I already precluded myself from reporting or editing or overseeing any news about him. That will continue.
That’s important because we’ll likely report on him since he is quite the ‘wild card:’ James is a 33-year-old Iraq War veteran law enforcement officer, a Libertarian-leaning registered Republican with an MBA and lots of socially liberal and other centrist perspectives (decriminalize marijuana already, he says), a track record of pursuing transparency efforts, a savvy sense of humor and a great work ethic. That’s gotten him attention in Delaware — coverage in the Wilmington News Journal and radio station WDEL, in addition to Technical.ly.
It helps that in an era of anti-establishment candidates, he’s running against a 40-year incumbent (and son of a Congressman). This hasn’t had to be a stretch: James is interesting and serious and worth supporting whether or not I knew him. But knowing him has made it so much easier for me to test this experience.
As if I needed another, one sign that has made me even more confident in supporting James is that no one I’ve met from his team says their campaign opponent is a bad guy (a few even specifically mentioned good he had done). Rather they say they believe he is no longer the best representation for a state and a city desperately in need of thoughts about retaining young and interesting people. James represents a lot for them.
Like those supporters, I now believe that James Spadola is the best candidate to represent Wilmington and Delaware (State Senate District #1). He’s someone I want in civic affairs, policy conversations and politics. No doubt James is challenged this year: in a hyperpartisan election cycle, the top of James’s ticket is a contentious Republican presidential candidate likely to turn off the majority Democrats (about 60 percent) in the district his 40-year veteran Democratic opponent benefits from. But James is the kind of person I want involved in politics.
The more I looked at this situation, the more I believed this was a safe place for me to make my first (very small) foray into a different slice of politics.
So I went to a fundraiser (depicted above), helpfully held at a coworking space our publication knows well. The Democrat founder of the property development company (whom I know well too) behind the coworking space was the event’s sponsor and host. I had a couple beers and appetizers, met an array of people James had met eagerly knocking on doors in his district and then heard James, current Delaware State Senator Greg Lavelle and the evening’s host Paul McConnell speak. (Delaware State Treasurer Ken Simpler was there too.)
And what I heard was exactly what I want to hear in all situations like that. Effectively behind closed doors, with all the reason to be critical and tribal, there was no chest bumping or ugly rhetoric, no bashing of the opponent or hyper partisan talk.
State Senator Lavelle said he believed Delaware was at its best when there was bipartisan centrism.
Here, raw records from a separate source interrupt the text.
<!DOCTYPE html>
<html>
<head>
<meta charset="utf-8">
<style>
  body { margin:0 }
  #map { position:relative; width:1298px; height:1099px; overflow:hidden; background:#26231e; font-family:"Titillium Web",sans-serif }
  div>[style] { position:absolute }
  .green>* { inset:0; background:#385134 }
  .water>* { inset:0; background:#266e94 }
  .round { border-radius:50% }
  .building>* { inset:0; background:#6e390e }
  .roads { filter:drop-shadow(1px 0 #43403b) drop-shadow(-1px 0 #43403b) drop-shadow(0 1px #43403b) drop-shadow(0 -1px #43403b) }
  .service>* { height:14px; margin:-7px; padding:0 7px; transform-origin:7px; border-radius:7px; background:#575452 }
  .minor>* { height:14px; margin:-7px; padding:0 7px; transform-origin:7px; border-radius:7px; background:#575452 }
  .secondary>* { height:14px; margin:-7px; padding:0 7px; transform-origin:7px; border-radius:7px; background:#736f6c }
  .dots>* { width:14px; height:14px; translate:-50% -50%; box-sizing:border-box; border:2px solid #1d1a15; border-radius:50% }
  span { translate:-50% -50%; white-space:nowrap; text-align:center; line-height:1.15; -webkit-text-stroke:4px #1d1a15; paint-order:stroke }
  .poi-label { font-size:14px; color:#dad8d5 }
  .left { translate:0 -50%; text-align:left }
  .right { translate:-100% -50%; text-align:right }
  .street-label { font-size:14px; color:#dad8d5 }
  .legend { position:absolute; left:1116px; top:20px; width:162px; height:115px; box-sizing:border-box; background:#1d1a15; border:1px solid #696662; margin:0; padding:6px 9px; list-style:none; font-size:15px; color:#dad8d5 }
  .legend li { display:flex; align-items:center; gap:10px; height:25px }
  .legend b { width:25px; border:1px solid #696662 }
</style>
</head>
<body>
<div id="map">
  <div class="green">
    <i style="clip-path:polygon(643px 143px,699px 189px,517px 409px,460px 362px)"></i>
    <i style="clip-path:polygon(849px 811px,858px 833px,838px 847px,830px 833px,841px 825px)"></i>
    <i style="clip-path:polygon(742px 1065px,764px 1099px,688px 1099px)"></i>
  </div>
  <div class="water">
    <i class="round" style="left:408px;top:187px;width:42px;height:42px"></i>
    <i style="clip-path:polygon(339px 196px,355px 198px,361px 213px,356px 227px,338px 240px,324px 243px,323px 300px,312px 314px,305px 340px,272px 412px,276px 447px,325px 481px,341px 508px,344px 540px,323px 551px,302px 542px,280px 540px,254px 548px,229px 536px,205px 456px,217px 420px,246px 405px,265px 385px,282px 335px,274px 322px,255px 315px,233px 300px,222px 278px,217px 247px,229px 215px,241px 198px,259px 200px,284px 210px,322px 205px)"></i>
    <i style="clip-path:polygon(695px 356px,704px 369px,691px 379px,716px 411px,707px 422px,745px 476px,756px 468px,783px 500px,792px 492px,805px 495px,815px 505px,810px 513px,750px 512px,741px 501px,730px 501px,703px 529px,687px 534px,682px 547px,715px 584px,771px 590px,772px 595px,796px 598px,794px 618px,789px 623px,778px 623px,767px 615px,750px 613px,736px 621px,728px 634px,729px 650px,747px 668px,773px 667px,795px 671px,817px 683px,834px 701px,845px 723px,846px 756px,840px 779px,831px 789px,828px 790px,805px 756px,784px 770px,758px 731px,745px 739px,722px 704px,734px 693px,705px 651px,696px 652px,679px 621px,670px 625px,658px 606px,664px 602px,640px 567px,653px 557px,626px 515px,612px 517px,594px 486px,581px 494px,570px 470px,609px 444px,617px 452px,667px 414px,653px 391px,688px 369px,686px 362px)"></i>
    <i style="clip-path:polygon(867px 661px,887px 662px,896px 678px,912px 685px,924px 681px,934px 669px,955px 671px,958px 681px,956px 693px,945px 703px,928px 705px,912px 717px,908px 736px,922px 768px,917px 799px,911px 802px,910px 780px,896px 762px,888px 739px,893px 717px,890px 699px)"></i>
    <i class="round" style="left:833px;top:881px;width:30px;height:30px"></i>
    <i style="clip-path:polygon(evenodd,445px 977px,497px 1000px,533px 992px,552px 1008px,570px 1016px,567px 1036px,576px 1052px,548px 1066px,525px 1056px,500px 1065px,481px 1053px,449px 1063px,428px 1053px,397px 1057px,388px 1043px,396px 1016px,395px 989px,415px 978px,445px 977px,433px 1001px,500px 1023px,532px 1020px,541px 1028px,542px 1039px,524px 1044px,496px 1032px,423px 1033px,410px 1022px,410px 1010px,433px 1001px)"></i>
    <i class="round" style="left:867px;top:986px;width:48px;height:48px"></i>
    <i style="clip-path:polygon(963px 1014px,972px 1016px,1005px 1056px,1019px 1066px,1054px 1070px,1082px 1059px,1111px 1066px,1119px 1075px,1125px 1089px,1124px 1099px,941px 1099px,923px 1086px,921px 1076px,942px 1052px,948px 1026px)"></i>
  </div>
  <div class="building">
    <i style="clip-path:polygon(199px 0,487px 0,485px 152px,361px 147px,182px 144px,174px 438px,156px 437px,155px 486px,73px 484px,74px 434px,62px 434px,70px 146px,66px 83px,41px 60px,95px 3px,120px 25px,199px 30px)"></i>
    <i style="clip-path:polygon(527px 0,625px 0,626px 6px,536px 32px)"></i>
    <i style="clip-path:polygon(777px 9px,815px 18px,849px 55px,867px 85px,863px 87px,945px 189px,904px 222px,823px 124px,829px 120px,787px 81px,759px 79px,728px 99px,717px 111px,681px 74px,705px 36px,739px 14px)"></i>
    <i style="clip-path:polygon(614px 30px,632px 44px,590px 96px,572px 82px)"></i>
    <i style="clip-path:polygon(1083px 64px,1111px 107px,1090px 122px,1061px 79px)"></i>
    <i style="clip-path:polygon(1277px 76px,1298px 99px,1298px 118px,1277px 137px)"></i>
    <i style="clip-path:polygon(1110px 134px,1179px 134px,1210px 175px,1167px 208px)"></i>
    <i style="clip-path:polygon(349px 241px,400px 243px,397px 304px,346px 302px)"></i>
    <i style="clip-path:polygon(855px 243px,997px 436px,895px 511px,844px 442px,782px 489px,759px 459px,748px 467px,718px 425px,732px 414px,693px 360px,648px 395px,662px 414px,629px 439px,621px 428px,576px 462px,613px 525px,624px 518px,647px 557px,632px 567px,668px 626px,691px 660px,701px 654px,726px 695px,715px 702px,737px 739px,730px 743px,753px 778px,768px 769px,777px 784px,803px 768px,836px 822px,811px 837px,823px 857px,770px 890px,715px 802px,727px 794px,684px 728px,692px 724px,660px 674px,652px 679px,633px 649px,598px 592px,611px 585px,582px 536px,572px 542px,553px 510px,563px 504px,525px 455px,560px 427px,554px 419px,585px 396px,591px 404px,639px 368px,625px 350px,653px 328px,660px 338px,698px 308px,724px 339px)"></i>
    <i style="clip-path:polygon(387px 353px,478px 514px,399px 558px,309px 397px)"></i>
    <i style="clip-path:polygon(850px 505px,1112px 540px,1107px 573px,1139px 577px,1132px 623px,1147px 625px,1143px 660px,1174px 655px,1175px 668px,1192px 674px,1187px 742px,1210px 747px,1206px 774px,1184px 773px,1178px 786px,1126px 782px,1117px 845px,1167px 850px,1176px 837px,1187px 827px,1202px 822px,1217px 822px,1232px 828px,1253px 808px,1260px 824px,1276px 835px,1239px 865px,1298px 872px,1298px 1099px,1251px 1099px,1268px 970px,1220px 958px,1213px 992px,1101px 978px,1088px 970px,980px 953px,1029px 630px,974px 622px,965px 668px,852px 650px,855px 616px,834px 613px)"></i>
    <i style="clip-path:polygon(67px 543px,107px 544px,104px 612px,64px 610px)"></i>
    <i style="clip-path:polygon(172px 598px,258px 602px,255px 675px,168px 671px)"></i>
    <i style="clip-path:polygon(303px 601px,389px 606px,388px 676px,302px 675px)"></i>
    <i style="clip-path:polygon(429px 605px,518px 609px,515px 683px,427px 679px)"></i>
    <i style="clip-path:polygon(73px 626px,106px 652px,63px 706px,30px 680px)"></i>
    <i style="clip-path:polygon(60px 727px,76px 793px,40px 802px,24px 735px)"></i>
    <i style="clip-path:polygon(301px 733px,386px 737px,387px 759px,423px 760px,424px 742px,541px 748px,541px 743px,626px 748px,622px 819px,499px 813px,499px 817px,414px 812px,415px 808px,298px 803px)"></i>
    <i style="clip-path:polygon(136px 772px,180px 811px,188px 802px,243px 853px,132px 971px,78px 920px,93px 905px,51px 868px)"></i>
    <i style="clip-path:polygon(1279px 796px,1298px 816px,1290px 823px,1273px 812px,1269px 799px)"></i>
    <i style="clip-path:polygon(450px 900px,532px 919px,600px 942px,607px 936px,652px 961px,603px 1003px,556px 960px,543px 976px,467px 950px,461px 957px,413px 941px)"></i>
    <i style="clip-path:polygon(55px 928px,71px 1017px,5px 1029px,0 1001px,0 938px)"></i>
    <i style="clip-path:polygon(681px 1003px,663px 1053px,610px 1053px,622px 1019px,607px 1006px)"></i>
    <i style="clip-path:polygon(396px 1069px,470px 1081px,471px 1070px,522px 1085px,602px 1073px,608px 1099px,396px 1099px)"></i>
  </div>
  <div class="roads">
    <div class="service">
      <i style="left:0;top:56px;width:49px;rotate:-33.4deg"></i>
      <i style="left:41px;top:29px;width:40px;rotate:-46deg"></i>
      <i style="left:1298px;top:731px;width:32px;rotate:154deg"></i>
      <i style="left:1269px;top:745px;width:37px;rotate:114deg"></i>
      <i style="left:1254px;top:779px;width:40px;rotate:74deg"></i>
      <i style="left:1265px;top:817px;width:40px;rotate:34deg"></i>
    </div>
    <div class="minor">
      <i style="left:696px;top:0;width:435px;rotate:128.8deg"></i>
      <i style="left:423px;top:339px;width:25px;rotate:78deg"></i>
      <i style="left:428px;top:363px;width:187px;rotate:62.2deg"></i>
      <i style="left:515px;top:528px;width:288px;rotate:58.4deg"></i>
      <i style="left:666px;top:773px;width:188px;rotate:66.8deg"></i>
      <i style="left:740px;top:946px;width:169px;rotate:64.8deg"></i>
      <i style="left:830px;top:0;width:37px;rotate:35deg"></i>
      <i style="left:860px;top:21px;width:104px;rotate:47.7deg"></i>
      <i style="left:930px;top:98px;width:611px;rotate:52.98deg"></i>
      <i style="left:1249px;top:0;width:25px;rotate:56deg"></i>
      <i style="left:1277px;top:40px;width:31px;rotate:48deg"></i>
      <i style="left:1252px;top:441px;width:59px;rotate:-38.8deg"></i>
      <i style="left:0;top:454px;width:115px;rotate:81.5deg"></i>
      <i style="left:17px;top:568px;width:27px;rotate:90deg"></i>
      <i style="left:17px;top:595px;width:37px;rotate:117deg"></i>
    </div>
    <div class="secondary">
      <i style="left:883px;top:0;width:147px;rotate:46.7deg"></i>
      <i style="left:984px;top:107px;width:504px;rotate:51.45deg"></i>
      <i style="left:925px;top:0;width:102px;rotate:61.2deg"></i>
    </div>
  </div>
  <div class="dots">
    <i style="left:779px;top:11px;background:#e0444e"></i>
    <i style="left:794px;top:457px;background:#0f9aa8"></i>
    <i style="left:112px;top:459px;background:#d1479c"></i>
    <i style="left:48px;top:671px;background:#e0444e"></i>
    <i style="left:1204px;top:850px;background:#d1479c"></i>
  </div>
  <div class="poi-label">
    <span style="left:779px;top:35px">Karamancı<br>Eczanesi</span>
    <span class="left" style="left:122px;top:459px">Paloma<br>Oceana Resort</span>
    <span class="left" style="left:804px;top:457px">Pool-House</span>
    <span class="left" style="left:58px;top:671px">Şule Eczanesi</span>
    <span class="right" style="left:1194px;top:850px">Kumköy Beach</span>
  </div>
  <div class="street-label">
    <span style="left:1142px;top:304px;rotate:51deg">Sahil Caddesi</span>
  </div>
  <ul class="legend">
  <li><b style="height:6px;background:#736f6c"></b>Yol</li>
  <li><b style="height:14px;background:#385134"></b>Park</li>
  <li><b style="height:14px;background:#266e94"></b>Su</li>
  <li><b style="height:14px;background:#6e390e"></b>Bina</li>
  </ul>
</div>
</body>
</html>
He didn’t call for his party to take over, he just wanted “a few good people from both sides to be around the table.” Simpler talked about commonsense, wonky policy. There was lots more talk about governing than about the business of politics.
James, just 33, gave his stump speech, a mix of national policy issues and lessons from his work, like drug decriminalization lessons from policing.
It was all very civilized. James thinks he can do a better job than his opponent: he doesn’t think his opponent is a bad person. It was in a room of people from Delaware hearing someone say why. Everyone cared about their community.
It’s likely clear that I won’t be doing much political donating anytime soon. But I’m sure I’ll do some. And for the near term, I’ll continue to disclose here and seek our similar settings and candidates.
I can’t vote for James, since I don’t live in his district, and we’ll have to wait until November to see the result, but I’ll plan to donate to those like him, who want to work together to find compromise and make their communities better. I don’t care what party affiliation you are. In truth, I don’t care if we agree on everything.
I care that you’ll listen, like James does. Because I know James is no zealot nor ideologue. When I disagree with him, he actually listens to me. That’s someone I’ll support.